All lines up to and including the one that contains "height:7px; margin:-3.5px; padding:0" are to be transcribed exactly, starting from the first line of the records.

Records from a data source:

────────────────

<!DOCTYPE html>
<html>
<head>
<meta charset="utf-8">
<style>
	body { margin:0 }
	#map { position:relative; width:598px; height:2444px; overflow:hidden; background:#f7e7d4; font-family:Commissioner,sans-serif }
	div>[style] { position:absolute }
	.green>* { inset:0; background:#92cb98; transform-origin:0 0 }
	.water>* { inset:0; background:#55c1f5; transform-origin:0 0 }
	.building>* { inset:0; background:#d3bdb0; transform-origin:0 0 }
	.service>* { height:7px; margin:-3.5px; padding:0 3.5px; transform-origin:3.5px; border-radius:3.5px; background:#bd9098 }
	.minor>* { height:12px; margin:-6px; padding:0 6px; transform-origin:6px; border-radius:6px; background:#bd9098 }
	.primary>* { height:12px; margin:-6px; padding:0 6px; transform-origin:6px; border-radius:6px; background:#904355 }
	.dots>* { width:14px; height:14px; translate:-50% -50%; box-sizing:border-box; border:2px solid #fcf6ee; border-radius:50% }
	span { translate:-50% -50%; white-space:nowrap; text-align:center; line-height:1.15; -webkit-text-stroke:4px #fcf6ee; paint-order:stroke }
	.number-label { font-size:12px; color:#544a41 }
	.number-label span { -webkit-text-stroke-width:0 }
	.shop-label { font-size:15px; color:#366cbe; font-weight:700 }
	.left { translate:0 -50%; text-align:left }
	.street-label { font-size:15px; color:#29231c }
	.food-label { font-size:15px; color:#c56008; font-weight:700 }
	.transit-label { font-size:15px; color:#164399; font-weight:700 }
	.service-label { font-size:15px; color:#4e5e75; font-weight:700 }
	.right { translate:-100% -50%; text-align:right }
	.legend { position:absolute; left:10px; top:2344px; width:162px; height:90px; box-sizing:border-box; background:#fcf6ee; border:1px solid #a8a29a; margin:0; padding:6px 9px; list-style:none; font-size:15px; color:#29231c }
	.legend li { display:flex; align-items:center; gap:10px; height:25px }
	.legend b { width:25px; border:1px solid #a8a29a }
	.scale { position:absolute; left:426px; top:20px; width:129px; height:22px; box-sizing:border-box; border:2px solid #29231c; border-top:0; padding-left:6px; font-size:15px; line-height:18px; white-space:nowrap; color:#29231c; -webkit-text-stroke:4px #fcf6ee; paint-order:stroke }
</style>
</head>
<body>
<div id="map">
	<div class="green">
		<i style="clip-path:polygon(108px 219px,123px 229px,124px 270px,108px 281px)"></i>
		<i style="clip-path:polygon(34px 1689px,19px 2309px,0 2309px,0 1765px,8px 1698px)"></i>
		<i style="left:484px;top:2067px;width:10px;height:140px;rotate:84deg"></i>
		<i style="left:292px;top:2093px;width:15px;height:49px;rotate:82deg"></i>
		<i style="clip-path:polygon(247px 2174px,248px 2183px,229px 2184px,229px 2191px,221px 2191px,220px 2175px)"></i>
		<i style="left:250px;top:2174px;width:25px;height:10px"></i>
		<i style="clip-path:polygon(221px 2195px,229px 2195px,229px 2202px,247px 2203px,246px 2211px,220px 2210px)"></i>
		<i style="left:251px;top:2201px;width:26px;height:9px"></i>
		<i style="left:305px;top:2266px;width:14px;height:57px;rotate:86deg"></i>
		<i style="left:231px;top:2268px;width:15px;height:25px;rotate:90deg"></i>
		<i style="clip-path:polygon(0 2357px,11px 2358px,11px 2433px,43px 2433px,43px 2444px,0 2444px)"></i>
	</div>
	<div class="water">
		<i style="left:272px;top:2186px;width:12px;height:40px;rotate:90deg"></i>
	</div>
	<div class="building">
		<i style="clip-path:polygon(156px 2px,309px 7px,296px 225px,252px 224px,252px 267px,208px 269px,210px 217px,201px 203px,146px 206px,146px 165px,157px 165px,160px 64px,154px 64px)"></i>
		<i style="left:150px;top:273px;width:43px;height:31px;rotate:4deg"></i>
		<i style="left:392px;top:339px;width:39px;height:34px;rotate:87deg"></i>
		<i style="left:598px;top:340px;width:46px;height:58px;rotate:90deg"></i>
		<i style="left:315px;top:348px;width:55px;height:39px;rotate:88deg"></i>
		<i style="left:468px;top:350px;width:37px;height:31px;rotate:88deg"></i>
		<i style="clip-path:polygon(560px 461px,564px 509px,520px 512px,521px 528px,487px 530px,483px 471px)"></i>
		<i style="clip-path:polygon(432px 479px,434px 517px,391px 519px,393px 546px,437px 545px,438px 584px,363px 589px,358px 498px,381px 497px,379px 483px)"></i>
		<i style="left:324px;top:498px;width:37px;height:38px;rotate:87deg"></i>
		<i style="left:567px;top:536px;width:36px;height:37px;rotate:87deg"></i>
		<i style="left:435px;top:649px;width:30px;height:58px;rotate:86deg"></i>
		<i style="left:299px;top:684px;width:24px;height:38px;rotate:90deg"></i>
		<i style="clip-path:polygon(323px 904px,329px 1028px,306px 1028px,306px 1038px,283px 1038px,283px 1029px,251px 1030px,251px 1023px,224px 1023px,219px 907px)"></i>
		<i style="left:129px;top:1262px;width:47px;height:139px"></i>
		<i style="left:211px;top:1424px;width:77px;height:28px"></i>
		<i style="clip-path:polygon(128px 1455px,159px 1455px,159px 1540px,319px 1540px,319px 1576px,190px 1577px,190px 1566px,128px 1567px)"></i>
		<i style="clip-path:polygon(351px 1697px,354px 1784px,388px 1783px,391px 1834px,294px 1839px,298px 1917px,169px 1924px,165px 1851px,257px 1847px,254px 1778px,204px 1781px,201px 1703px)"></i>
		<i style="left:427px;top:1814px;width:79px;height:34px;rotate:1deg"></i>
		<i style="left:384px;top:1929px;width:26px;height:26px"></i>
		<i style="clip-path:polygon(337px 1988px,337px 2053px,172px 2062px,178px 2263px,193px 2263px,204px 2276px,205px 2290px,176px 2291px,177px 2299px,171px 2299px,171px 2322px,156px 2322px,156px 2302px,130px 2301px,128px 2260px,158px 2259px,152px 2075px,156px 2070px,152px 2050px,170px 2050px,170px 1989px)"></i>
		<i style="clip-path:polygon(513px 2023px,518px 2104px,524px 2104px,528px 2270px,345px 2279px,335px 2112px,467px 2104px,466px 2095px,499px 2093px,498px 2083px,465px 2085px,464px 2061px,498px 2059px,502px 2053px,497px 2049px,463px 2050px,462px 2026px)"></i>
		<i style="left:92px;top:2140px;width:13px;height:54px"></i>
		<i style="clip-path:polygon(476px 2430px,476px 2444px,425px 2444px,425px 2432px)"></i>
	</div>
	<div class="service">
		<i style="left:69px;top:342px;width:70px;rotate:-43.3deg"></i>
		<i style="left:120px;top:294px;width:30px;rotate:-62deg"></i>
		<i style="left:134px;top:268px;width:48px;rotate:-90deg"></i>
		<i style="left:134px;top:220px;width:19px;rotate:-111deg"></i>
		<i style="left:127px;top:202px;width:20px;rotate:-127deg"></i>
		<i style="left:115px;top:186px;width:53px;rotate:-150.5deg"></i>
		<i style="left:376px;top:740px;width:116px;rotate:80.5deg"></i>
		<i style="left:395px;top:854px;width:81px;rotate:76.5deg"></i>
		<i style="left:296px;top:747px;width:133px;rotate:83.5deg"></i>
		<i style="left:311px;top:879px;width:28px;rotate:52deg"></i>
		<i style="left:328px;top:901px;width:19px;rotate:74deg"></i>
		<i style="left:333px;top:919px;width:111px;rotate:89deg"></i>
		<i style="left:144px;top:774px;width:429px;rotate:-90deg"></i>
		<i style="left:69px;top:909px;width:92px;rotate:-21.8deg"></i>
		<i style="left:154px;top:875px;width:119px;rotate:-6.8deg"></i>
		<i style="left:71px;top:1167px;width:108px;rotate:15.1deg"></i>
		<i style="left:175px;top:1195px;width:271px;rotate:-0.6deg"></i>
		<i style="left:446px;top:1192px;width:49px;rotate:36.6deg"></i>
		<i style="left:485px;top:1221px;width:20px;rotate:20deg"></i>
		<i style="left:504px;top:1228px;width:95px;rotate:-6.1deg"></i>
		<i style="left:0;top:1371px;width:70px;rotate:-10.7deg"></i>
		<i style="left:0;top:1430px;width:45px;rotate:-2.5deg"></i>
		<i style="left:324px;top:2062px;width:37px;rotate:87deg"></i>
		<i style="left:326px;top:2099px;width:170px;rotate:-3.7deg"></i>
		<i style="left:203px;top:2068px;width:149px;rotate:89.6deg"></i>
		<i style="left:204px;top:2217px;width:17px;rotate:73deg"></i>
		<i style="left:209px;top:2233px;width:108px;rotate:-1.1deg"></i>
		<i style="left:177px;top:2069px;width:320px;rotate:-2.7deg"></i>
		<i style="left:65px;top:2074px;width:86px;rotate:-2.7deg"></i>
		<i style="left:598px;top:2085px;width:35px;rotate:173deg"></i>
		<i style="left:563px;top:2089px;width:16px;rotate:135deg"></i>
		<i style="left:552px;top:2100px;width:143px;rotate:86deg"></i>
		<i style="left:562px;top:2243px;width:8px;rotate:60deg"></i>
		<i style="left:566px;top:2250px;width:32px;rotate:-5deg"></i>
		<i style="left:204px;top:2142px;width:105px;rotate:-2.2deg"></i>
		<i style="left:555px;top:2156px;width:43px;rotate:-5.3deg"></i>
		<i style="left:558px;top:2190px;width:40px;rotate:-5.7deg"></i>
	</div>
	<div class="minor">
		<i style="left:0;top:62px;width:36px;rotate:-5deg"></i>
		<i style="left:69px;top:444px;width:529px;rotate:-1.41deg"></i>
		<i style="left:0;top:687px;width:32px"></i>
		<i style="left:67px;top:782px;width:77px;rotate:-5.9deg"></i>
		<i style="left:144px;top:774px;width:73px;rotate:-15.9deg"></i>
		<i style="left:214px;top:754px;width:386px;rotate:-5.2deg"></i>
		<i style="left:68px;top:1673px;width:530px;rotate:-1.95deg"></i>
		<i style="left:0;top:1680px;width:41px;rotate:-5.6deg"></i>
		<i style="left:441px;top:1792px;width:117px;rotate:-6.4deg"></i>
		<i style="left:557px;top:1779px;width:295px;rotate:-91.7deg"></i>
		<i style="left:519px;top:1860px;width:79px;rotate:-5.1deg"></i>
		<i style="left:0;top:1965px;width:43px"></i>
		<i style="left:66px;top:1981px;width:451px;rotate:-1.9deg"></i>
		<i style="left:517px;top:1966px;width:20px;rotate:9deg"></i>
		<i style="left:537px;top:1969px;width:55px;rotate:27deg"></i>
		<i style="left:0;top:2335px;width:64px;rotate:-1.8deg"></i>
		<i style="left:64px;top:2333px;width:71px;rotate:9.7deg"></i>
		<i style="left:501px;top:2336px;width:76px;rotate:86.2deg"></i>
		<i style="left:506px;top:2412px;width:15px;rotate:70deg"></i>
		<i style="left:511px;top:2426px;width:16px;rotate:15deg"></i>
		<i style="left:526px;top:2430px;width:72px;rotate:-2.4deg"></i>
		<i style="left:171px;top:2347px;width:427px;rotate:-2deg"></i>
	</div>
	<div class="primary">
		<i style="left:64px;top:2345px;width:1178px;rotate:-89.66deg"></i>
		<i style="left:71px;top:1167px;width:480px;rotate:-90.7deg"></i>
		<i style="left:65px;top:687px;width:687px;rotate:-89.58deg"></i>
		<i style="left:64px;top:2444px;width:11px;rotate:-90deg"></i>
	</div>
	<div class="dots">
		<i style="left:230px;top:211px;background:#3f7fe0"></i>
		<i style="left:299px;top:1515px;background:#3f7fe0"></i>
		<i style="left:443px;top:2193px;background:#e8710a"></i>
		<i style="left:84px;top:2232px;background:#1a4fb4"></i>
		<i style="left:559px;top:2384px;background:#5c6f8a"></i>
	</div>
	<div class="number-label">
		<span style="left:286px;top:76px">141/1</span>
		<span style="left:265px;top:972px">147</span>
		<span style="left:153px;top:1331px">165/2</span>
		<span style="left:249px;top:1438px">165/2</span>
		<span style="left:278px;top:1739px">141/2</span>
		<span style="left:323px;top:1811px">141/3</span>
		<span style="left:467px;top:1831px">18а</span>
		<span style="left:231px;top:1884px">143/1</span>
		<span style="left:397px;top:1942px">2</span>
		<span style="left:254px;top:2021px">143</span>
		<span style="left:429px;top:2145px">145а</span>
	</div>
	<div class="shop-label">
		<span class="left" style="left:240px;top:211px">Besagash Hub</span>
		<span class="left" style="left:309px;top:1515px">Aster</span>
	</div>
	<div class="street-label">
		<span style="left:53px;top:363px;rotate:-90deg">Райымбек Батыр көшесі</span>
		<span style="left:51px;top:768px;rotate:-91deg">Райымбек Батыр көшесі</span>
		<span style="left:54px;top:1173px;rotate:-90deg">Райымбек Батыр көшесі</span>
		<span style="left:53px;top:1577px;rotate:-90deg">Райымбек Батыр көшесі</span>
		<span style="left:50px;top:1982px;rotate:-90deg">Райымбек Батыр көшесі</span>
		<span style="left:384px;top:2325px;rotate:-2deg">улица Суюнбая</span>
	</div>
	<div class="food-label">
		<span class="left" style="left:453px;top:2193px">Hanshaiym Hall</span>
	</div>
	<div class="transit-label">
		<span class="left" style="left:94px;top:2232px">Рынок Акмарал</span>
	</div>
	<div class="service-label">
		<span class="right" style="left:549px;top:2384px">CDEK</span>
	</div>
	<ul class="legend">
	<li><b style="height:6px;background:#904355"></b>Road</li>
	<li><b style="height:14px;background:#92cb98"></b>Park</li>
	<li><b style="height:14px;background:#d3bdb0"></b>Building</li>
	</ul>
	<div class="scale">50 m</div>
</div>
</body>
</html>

────────────────

WRITTEN SOLUTION:
<!DOCTYPE html>
<html>
<head>
<meta charset="utf-8">
<style>
	body { margin:0 }
	#map { position:relative; width:598px; height:2444px; overflow:hidden; background:#f7e7d4; font-family:Commissioner,sans-serif }
	div>[style] { position:absolute }
	.green>* { inset:0; background:#92cb98; transform-origin:0 0 }
	.water>* { inset:0; background:#55c1f5; transform-origin:0 0 }
	.building>* { inset:0; background:#d3bdb0; transform-origin:0 0 }
	.service>* { height:7px; margin:-3.5px; padding:0 3.5px; transform-origin:3.5px; border-radius:3.5px; background:#bd9098 }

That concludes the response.